Sunday, April 24, 2011

Nulls in Ordering

You want to find out the tables with the highest number of rows in a database. Pretty simple, right? You whip up the following query:

select owner, table_name, num_rows
from dba_tables
order by num_rows;

And, here is the output:

OWNER         TABLE_NAME                       NUM_ROWS
------------- ------------------------------ ----------
CRM_ETL       GTT_RES_DLY
CRM_ETL       GTT_RES_PRDCT_CT
CRM_ETL       GTT_RES_PRDCT_RATE_CT
CRM_ETL       GTT_RRSD_DRVR
CRM_ETL       GTT_SUS_RES
SYS           L$1
SYS           L$2
SYS           WRI$_ADV_OBJSPACE_TREND_DATA
SYS           WRI$_ADV_OBJSPACE_CHROW_DATA
SQLTXPLAIN    SQLG$_TAB_SUBPART_COLUMNS
SQLTXPLAIN    SQLG$_DBA_SUBPART_HISTOGRAMS
SQLTXPLAIN    SQLG$_WARNING
... output truncated ...

Whoa! The NUM_ROWS columns comes up with blanks. Actually they are nulls. Why are they coming up first? This is due to the fact that these tables have not been analyzed. CRM_ETL seems like an ETL user. The tables with GTT_ in their names seem to be global temporary table, hence there are no statistics. The others belong to SYS and SQLTXPLAIN, which are Oracle default users and probably never analyzed. Nulls are not comparable to actual literals; so they are neither less or greater than the others. By default the nulls come up first when asking for a ordered list. 

You need to find the tables with the highest number of rows fast. If you scroll down, you will see these rows; but it will take some time and it makes you impatient.You can add a new predicate something like: where num_rows is not null; but it's not really elegant. It will do the null processing. And what if you want the table names with null num_rows as well? This construct will eliminate that possibility. So, you need a different approach.


Nulls Last

If you want to fetch the nulls but push them tot he end of the list rather than first, you should add a new clause to the order by - NULLS LAST, as shown below.
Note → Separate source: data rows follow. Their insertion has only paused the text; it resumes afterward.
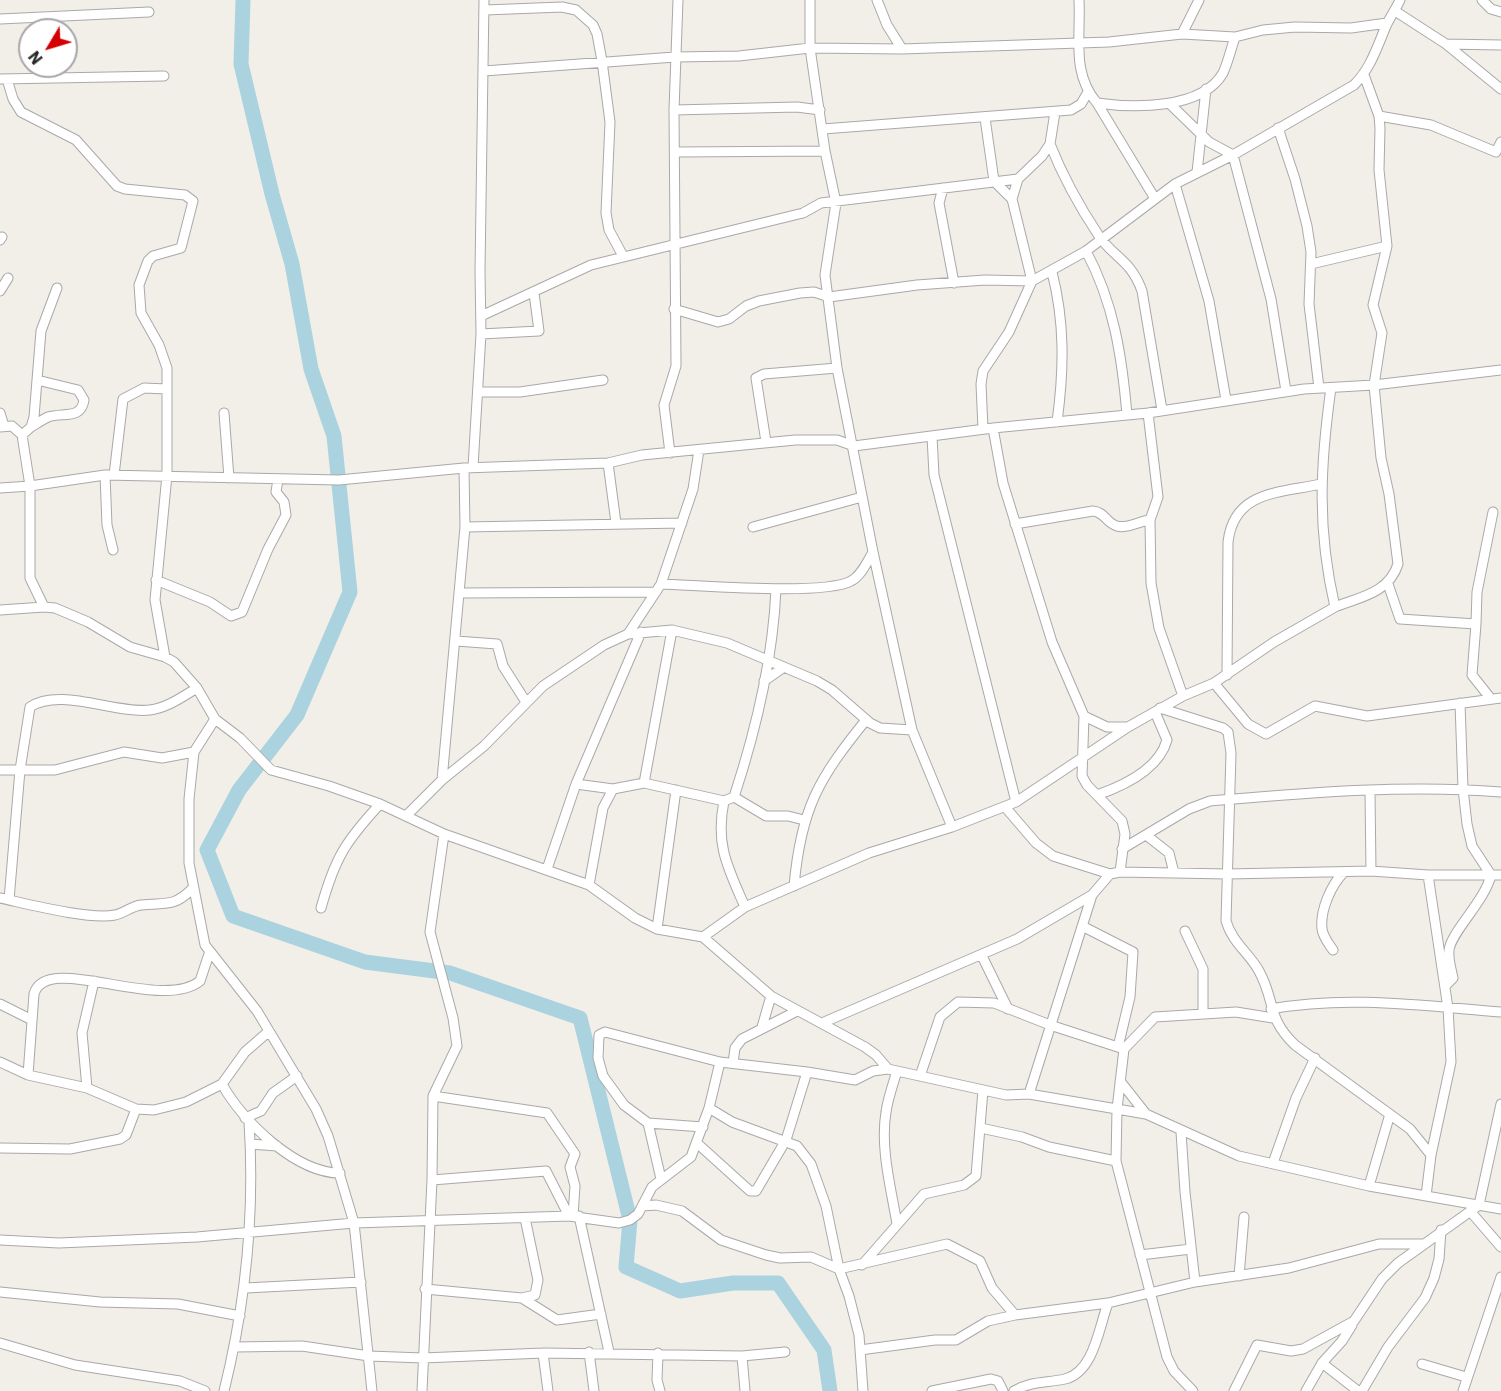 <!DOCTYPE html>
<html>
<head>
<meta charset="utf-8">
<style>
  body { margin:0 }
  #map { position:relative; width:1501px; height:1391px; overflow:hidden; background:#f2efe9; font-family:"IBM Plex Sans",sans-serif }
  canvas { display:block }
  .north { position:absolute; left:18px; top:18px; width:60px; height:60px; box-sizing:border-box; background:#fff; border:2px solid #a7a7a7; border-radius:50%; rotate:232deg; font-size:16px; font-weight:700; line-height:24px; text-align:center; color:#222 }
  .north::after { content:''; display:block; margin:auto; width:21px; height:27px; background:#d40000; clip-path:polygon(50% 0,100% 100%,50% 72%,0 100%) }
</style>
</head>
<body>
<div id="map">
<canvas width="1501" height="1391"></canvas>
<div class="north">N</div>
</div>
<script>
const ctx = document.querySelector('canvas').getContext('2d');
ctx.lineJoin = 'round';
function strokePath(path, color, width, dash) {
  ctx.strokeStyle = color;
  ctx.lineWidth = width;
  ctx.lineCap = dash ? 'butt' : 'round';
  ctx.setLineDash(dash || []);
  ctx.stroke(path);
}
strokePath(new Path2D(`
  M243,0L241,64L272,194L292,264L311,369L334,436L350,592L297,715L239,790L207,850L233,916L365,962L450,973L580,1018L630,1220L626,1267L680,1291L733,1283H778L824,1350L830,1391`), '#aad3df', 15);
const minor = new Path2D(`
  M810,0V48L825,151L836,203L825,275L837,368L873,552L912,730L952,827
  M877,0L887,25L902,49
  M1079,0C1081,37 1071,73 1097,103C1132,108 1202,110 1223,73C1228,62 1231,49 1235,37
  M1482,0L1491,9L1501,12
  M485,10L562,7L576,10L593,25L597,34L602,61L610,122L606,213L609,230L623,256
  M1395,11L1446,44L1501,89
  M0,19L149,12
  M1182,34L1199,0
  M1446,44L1501,45
  M484,71L675,57L739,56L810,48L902,49L1109,42L1182,34L1235,37L1263,30L1295,27L1351,28L1387,23
  M0,79L164,76
  M7,79L13,99L21,112L76,140L117,186L125,189L185,195L193,201L181,248L153,256L148,261L139,285L141,313L159,345L167,368V475L155,600L165,657
  M1097,103L1154,197
  M1170,104L1209,142L1233,155L1271,299L1286,391
  M674,110L797,107L820,110
  M1379,116L1431,125L1496,152L1501,142
  M985,118L994,181L1012,199
  M1278,128L1295,179L1307,226L1311,252L1309,304L1319,388
  M823,129L1071,110L1081,104L1088,92
  M1050,144C1063,177 1079,206 1099,236C1114,258 1131,260 1142,291L1162,410
  M676,152L825,151
  M1197,172L1206,89
  M1175,184L1209,301L1226,400
  M943,188L939,203L954,283
  M0,240L2,237
  M1086,251C1114,303 1122,357 1127,415
  M1311,264L1387,246
  M1052,272C1065,323 1064,370 1057,422
  M0,291L8,278
  M674,309L718,322L729,319L746,306L759,301L800,293L814,292L829,297L917,285L985,280L1032,281L1086,251L1175,184L1233,155L1354,85C1371,68 1377,47 1386,26C1390,17 1396,9 1400,0
  M481,316L591,265L803,213L821,203L1018,179
  M481,334L539,331L534,293
  M479,392H520L603,380
  M0,413L4,426
  M224,413L229,478
  M1148,413L1158,497L1150,520L1151,583L1159,628L1183,696
  M0,427L12,426L22,435L30,486L0,488
  M31,427C36,424 42,420 48,417C63,412 81,420 84,400L78,390L37,380
  M993,428L1003,483L1052,642L1084,716L1082,776L1087,785L1122,821L1125,834L1120,872
  M983,429L981,384L983,371L1009,332L1032,281L1012,199L1018,179L1042,156L1050,144L1055,112
  M22,435L31,427L34,417L41,331L57,288
  M932,436L934,475L1016,802
  M766,442L756,378L764,374L837,368
  M670,453L664,405L676,366L674,110L678,0
  M608,463L616,523
  M473,467L481,334L480,271L484,0
  M105,475L107,525L113,550
  M114,475L123,399L144,388L167,389
  M1015,524L1093,511C1105,512 1106,523 1117,526C1126,529 1140,521 1150,520
  M465,527L682,523
  M753,527L862,497
  M156,580L210,602L231,616L242,612L268,549L286,515L284,502L276,492L278,479
  M661,584C698,585 823,596 851,581C861,576 867,562 873,552
  M1388,584L1400,619L1476,624L1472,675L1491,699
  M460,593L656,592
  M44,607L30,578V486L105,475L339,480L464,468L608,463L642,455L795,440H837L854,446L993,428L1148,413L1304,389L1374,385L1501,370
  M1335,607C1360,597 1389,593 1398,564L1389,494L1381,458L1374,385L1382,333L1373,305L1387,246L1379,170L1380,128L1379,116L1364,75
  M0,610L44,607L55,608L88,622L130,647L165,657L174,662L197,688L215,719L240,738L271,770L329,786L380,804L444,834L589,885L635,918L657,929L703,937L771,996L865,1047L876,1055L888,1069L1006,1095L1029,1094L1146,1114L1239,1156L1369,1186L1501,1209
  M1476,624L1477,592L1493,512
  M628,634L672,630L727,643L817,681L832,690L870,723L880,728L912,730
  M456,641L497,644L503,666L526,702
  M1227,675L1228,542C1234,490 1281,493 1321,484
  M764,681L784,667
  M1214,683L1248,724L1266,734L1315,706L1367,716L1501,698
  M1160,708L1223,728L1228,732L1231,753L1226,921C1232,942 1249,953 1259,971C1276,1002 1266,1017 1295,1045L1410,1129L1431,1155
  M1084,716L1107,727H1127
  M215,719L194,752L189,799V863L205,945L257,1011L316,1109L328,1136L354,1223L372,1391
  M0,770H55L124,752L162,758L194,752
  M442,780L484,746L543,686L604,645L628,634L661,584L693,489L699,450
  M644,783L672,630
  M576,784L613,789L644,783L724,801L734,797C756,730 773,659 776,589
  M1370,792L1371,871
  M1097,795C1123,786 1159,769 1167,740L1155,712
  M734,797L766,816H788L804,820
  M724,801C715,845 728,868 745,907
  M1005,807L1036,843L1053,856L1110,874
  M407,815L442,780L465,527L464,468
  M1146,835L1169,853L1174,873
  M1122,849L1189,809L1210,801C1306,793 1406,784 1501,792
  M547,869L576,784L641,632
  M589,885L603,808L613,789
  M794,886C801,809 818,779 866,720
  M0,898C28,904 89,920 115,915C124,913 132,906 141,905C165,902 173,908 192,889
  M9,900L20,770L30,707C60,687 115,714 150,710C167,708 182,697 197,688
  M321,908C335,858 345,842 380,804
  M1082,926L1133,952L1130,997L1118,1047
  M657,929L676,790
  M1185,931L1203,969V1013
  M703,937L745,907L869,853L952,827L1016,802L1128,727L1183,696L1214,683L1274,642L1335,607C1317,530 1320,466 1331,388
  M1333,950C1329,944 1323,937 1322,929C1320,910 1331,885 1344,872
  M982,956L1008,1009
  M1445,986L1453,978C1451,969 1448,959 1449,950C1451,932 1485,901 1491,875L1472,846L1467,824L1463,789L1460,703
  M0,1004L32,1020
  M1271,1009C1347,995 1424,1006 1501,1012
  M822,1023L1017,939L1092,895L1110,874L1120,872L1228,874L1371,871L1428,875H1501
  M762,1027L771,996
  M0,1062L28,1075L87,1088L136,1109L154,1110L186,1102L222,1084L245,1052L268,1032
  M733,1063L735,1048L742,1039L797,1011
  M28,1075L34,994C46,951 160,1013 200,981L209,954
  M920,1076L940,1017L958,1002L994,1003L1050,1025L1124,1049
  M1120,1081L1146,1114
  M222,1084C242,1121 296,1173 340,1173
  M87,1088L82,1033L94,981
  M1029,1094L1092,895
  M433,1096L547,1113L575,1154L570,1167L575,1186L573,1216
  M709,1108L732,1122L797,1146L811,1164L826,1206L839,1269L849,1296L859,1335L863,1391
  M245,1118L261,1111L273,1093L297,1076
  M648,1123L661,1179
  M703,1127L648,1123L624,1105L603,1076L598,1058L599,1035L605,1032L720,1062L807,1072L855,1080L873,1071L888,1069
  M981,1128L1022,1137L1049,1147L1116,1161
  M1181,1132L1185,1192L1195,1282
  M250,1144L277,1146
  M698,1144L750,1191H756L786,1140L807,1072
  M0,1148L70,1149L120,1139L126,1135L136,1109
  M1273,1163L1296,1098L1315,1058
  M432,1180L546,1171L569,1216
  M1369,1186L1390,1114
  M1426,1196L1431,1155L1451,1062L1448,1008L1428,875
  M642,1206L656,1205L682,1211L721,1240L766,1255L780,1258L811,1257L839,1269L947,1244L980,1261L992,1288L1015,1315
  M1470,1211L1501,1247
  M579,1216L609,1352
  M897,1224C891,1188 880,1148 886,1112C888,1098 893,1084 897,1071
  M0,1240L59,1243L197,1237L354,1223L569,1216L619,1223L630,1220L638,1214L652,1187L691,1157L709,1108L720,1062
  M1140,1255L1191,1249
  M862,1265L924,1194L964,1185L976,1176L983,1090
  M1239,1276L1244,1217
  M246,1288L361,1282
  M425,1289L522,1298L557,1320L601,1314
  M0,1292L100,1302L178,1304L240,1316
  M522,1298L535,1295L538,1280L525,1218
  M0,1343L75,1365L180,1381L205,1391
  M235,1347L302,1346L369,1356L423,1358L543,1353L742,1356L785,1352
  M860,1350L935,1340H956L988,1321L1015,1315L1108,1303L1195,1282L1289,1268L1379,1244H1422
  M589,1352L594,1391
  M543,1353L548,1391
  M658,1353L657,1380L660,1391
  M742,1356L745,1391
  M1322,1363L1358,1391
  M1422,1364L1466,1377
  M224,1391C246,1302 255,1214 249,1122
  M422,1391L432,1180L433,1096L457,1046L453,1018L430,932L444,834
  M932,1391L991,1379L998,1381L1003,1391
  M1014,1391C1030,1381 1047,1383 1065,1379C1094,1372 1099,1327 1108,1303
  M1193,1391L1174,1371L1167,1357L1116,1161L1117,1109L1124,1049L1155,1017L1236,1012L1273,1018
  M1234,1391L1257,1345L1291,1351L1303,1349L1354,1321L1382,1279L1398,1263L1479,1205L1501,1104
  M1306,1391L1322,1363L1342,1341L1352,1325
  M1362,1391L1388,1347L1425,1298L1434,1278L1439,1259L1441,1230
  M1463,1391L1501,1277`);
strokePath(minor, '#a9a9a9', 11);
strokePath(minor, '#fff', 9);
</script>
</body>
</html>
select owner, table_name, num_rows
from dba_tables
order by 3 desc nulls last

Here is the output:

OWNER            TABLE_NAME       NUM_ROWS
---------------- --------------- ----------
CRM_ETL F_SALES_SUMM_01 1664092226
CRM_ETL          F_SALES_SUMM_02 948708587
CRM_ETL          F_SALES_SUMM_03 167616243
... output truncated ...

This solves the problem. The nulls will be shown; but after the last of the rows with non-null num_rows value.

7 comments:

Wissem said...

Thank you! Indeed really useful!
Wissem EL KHLIFI

Ittichai Chammavanijakul said...

It's good to know. Thanks for sharing.

Ittichai

Painting workshop said...

Thanks for sharing this! I could use this! By the way Happy Easter!...Daniel

Arup Nanda said...

@Yasir yes the index will be used.

Eduardo Legatti said...

Hi Arup,

I believe that you forgot to put the (DESC) ORDER BY clause in your first SELECT statement. In fact, NULL data will sort to the bottom if the sort is in ascending order (ASC) and to the top if the sort is in descending order (DESC)

Cheers

Legatti

Jyothish said...

I think better to analyze schema first.NUM_ROWS will not change after deletion.Ater analyze schema you will get correct num_rows.